---- EXERCISE DATA

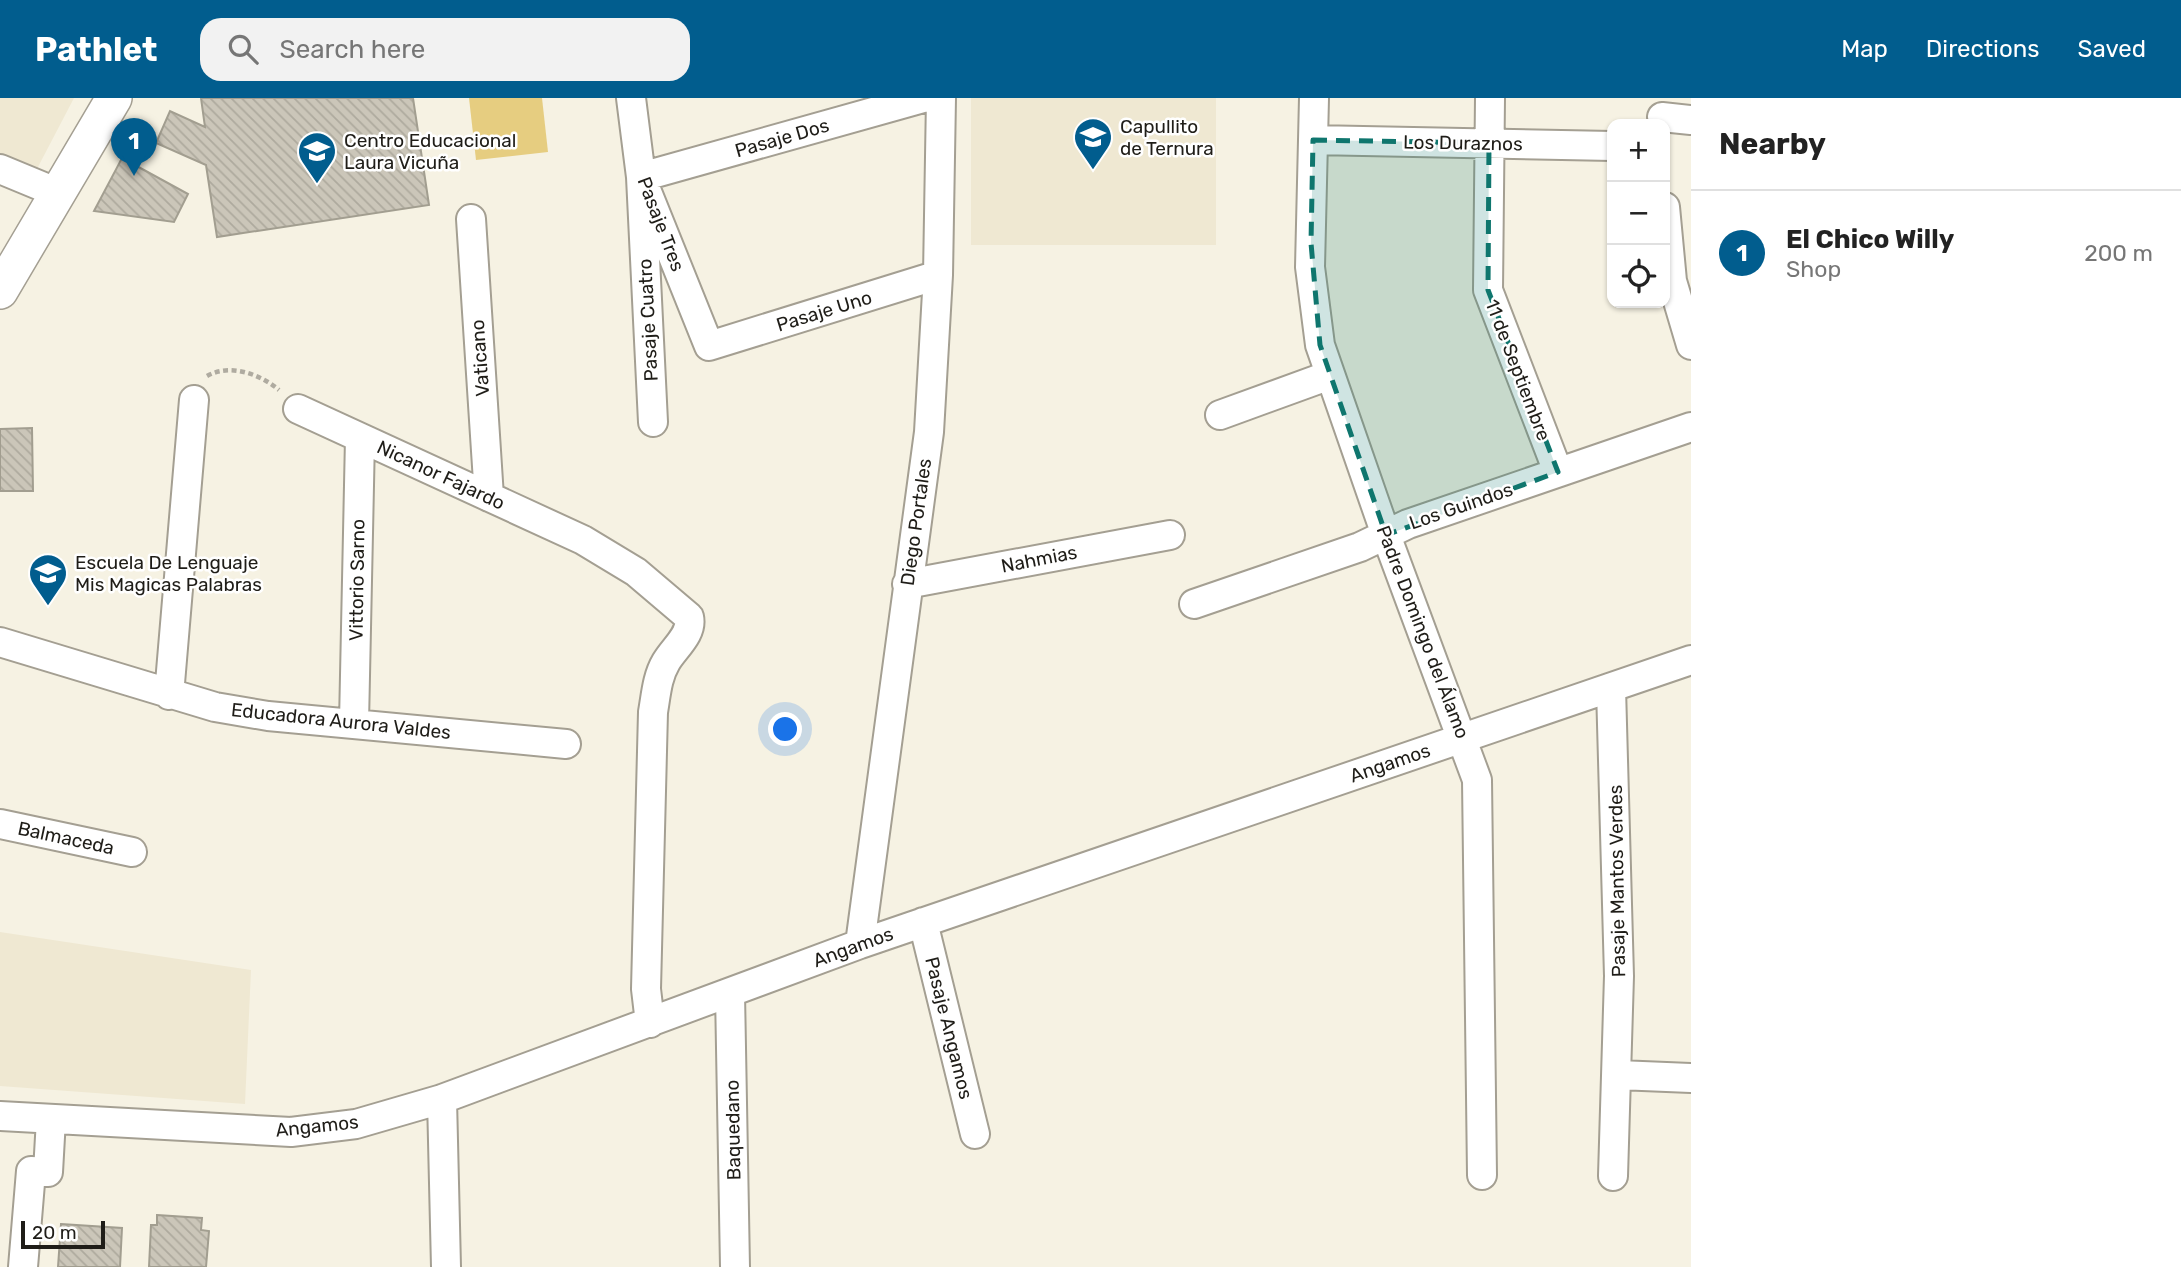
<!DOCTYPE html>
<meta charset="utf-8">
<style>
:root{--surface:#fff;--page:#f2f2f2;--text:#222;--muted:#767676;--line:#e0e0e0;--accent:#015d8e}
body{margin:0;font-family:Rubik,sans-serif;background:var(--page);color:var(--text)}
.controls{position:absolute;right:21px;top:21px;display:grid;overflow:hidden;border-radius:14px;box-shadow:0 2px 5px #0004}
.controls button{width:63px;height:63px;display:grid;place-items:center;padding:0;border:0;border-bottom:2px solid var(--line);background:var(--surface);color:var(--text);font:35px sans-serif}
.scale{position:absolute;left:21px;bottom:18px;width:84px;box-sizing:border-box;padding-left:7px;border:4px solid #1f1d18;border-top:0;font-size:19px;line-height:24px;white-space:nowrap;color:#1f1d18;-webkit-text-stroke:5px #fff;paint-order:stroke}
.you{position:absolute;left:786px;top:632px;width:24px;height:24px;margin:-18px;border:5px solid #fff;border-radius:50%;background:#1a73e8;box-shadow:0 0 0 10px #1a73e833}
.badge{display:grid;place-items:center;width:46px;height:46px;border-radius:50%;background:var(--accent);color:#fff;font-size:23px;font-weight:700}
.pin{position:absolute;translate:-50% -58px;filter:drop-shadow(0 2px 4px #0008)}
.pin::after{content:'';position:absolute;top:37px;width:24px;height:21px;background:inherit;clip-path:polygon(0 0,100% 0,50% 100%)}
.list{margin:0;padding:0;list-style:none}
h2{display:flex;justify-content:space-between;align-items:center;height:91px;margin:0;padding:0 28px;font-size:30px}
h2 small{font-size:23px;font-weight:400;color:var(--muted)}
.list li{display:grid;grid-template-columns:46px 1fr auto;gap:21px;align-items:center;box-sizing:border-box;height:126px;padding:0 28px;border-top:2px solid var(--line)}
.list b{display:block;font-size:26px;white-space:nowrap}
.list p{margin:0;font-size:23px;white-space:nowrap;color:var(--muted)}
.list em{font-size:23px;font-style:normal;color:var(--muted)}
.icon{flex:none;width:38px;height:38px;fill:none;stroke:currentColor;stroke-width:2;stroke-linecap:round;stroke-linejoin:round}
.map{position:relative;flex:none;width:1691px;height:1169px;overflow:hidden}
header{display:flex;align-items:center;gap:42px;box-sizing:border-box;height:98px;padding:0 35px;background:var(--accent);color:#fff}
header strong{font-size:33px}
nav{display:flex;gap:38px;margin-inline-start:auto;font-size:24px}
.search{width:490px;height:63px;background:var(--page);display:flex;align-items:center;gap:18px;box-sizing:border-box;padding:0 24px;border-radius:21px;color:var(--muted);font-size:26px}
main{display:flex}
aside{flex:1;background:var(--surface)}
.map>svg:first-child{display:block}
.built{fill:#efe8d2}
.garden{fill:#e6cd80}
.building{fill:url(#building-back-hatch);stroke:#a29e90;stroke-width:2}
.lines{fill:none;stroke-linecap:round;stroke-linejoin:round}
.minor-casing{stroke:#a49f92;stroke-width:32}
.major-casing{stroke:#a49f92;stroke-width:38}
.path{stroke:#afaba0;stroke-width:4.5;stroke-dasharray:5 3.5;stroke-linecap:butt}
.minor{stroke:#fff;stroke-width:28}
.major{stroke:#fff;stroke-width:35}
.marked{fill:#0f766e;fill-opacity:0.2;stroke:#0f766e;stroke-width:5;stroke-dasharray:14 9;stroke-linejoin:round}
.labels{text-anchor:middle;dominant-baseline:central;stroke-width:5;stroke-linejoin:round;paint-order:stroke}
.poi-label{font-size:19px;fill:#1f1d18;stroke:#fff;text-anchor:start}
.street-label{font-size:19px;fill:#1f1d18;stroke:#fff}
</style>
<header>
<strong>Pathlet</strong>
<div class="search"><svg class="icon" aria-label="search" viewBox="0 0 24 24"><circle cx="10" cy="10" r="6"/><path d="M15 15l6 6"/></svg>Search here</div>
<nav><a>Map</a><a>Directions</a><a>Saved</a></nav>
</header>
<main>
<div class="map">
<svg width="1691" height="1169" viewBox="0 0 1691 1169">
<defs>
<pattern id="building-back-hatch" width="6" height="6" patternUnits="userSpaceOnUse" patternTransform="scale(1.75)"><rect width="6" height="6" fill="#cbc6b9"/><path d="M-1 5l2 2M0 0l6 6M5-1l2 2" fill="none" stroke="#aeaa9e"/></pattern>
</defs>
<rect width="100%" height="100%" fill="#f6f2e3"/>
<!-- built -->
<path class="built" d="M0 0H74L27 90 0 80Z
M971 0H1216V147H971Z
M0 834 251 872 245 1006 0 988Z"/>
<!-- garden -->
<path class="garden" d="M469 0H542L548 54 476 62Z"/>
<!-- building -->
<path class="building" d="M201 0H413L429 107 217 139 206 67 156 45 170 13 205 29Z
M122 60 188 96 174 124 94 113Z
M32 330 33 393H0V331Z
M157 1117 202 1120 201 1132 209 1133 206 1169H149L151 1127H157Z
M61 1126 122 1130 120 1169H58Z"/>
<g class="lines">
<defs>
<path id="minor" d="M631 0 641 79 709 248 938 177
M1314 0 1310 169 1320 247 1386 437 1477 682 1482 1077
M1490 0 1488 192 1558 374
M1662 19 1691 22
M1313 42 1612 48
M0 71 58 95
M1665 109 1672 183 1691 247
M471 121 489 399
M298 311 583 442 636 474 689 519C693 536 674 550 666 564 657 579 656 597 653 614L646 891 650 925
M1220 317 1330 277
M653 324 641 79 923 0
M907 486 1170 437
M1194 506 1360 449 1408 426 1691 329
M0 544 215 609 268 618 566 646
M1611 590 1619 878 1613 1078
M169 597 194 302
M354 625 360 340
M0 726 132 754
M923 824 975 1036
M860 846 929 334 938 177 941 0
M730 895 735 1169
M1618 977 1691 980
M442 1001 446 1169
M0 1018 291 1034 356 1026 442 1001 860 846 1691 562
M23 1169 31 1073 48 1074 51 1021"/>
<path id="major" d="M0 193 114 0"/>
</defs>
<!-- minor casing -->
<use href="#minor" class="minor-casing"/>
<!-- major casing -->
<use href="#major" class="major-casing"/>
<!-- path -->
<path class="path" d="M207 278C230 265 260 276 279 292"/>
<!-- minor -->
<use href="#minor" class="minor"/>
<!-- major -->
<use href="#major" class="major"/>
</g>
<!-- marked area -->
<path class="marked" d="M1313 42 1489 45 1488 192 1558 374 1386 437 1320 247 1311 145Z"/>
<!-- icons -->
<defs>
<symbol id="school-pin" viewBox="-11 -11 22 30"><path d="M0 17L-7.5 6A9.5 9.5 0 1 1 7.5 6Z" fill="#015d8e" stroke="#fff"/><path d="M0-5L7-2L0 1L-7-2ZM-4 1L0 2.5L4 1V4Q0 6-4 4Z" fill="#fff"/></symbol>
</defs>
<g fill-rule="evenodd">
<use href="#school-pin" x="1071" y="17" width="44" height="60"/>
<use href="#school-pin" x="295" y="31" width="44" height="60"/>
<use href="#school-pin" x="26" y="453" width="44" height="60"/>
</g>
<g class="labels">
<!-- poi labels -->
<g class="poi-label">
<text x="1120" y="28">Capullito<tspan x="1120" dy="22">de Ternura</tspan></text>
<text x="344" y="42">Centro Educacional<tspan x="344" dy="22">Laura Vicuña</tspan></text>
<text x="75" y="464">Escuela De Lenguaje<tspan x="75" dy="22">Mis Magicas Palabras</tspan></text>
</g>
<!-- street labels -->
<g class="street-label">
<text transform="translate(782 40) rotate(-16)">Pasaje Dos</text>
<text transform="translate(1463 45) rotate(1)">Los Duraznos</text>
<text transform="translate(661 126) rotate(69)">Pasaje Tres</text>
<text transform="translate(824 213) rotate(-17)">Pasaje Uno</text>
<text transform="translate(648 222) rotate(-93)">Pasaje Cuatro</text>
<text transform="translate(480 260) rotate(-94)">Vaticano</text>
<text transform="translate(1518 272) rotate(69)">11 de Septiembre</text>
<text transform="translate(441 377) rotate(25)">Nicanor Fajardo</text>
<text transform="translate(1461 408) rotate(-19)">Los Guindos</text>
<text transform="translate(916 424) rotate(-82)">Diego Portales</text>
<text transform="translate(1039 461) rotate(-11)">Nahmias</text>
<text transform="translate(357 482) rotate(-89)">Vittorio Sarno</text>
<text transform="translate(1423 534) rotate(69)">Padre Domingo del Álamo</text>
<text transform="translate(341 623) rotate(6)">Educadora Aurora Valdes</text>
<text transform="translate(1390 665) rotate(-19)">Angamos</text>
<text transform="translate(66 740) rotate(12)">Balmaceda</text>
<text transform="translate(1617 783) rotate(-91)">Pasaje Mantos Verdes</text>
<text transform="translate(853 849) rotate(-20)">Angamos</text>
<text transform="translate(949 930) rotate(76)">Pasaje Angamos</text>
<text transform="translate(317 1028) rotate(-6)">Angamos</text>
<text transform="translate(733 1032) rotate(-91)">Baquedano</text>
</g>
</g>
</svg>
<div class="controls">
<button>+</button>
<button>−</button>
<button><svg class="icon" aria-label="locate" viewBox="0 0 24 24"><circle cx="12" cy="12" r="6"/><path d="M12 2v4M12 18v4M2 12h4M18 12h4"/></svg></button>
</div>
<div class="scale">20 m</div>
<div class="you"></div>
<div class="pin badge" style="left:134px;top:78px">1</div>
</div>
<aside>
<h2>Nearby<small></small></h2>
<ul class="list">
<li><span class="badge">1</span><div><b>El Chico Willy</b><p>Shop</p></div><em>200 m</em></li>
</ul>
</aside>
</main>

--------

• _WORK TO BE COMPLETED_
What is needed is an exact copy of the lines above, from the one containing "M653 324 641 79 923 0" through the one containing "<!-- major -->", with nothing added.

• _REPLY TO THE TASK_
M653 324 641 79 923 0
M907 486 1170 437
M1194 506 1360 449 1408 426 1691 329
M0 544 215 609 268 618 566 646
M1611 590 1619 878 1613 1078
M169 597 194 302
M354 625 360 340
M0 726 132 754
M923 824 975 1036
M860 846 929 334 938 177 941 0
M730 895 735 1169
M1618 977 1691 980
M442 1001 446 1169
M0 1018 291 1034 356 1026 442 1001 860 846 1691 562
M23 1169 31 1073 48 1074 51 1021"/>
<path id="major" d="M0 193 114 0"/>
</defs>
<!-- minor casing -->
<use href="#minor" class="minor-casing"/>
<!-- major casing -->
<use href="#major" class="major-casing"/>
<!-- path -->
<path class="path" d="M207 278C230 265 260 276 279 292"/>
<!-- minor -->
<use href="#minor" class="minor"/>
<!-- major -->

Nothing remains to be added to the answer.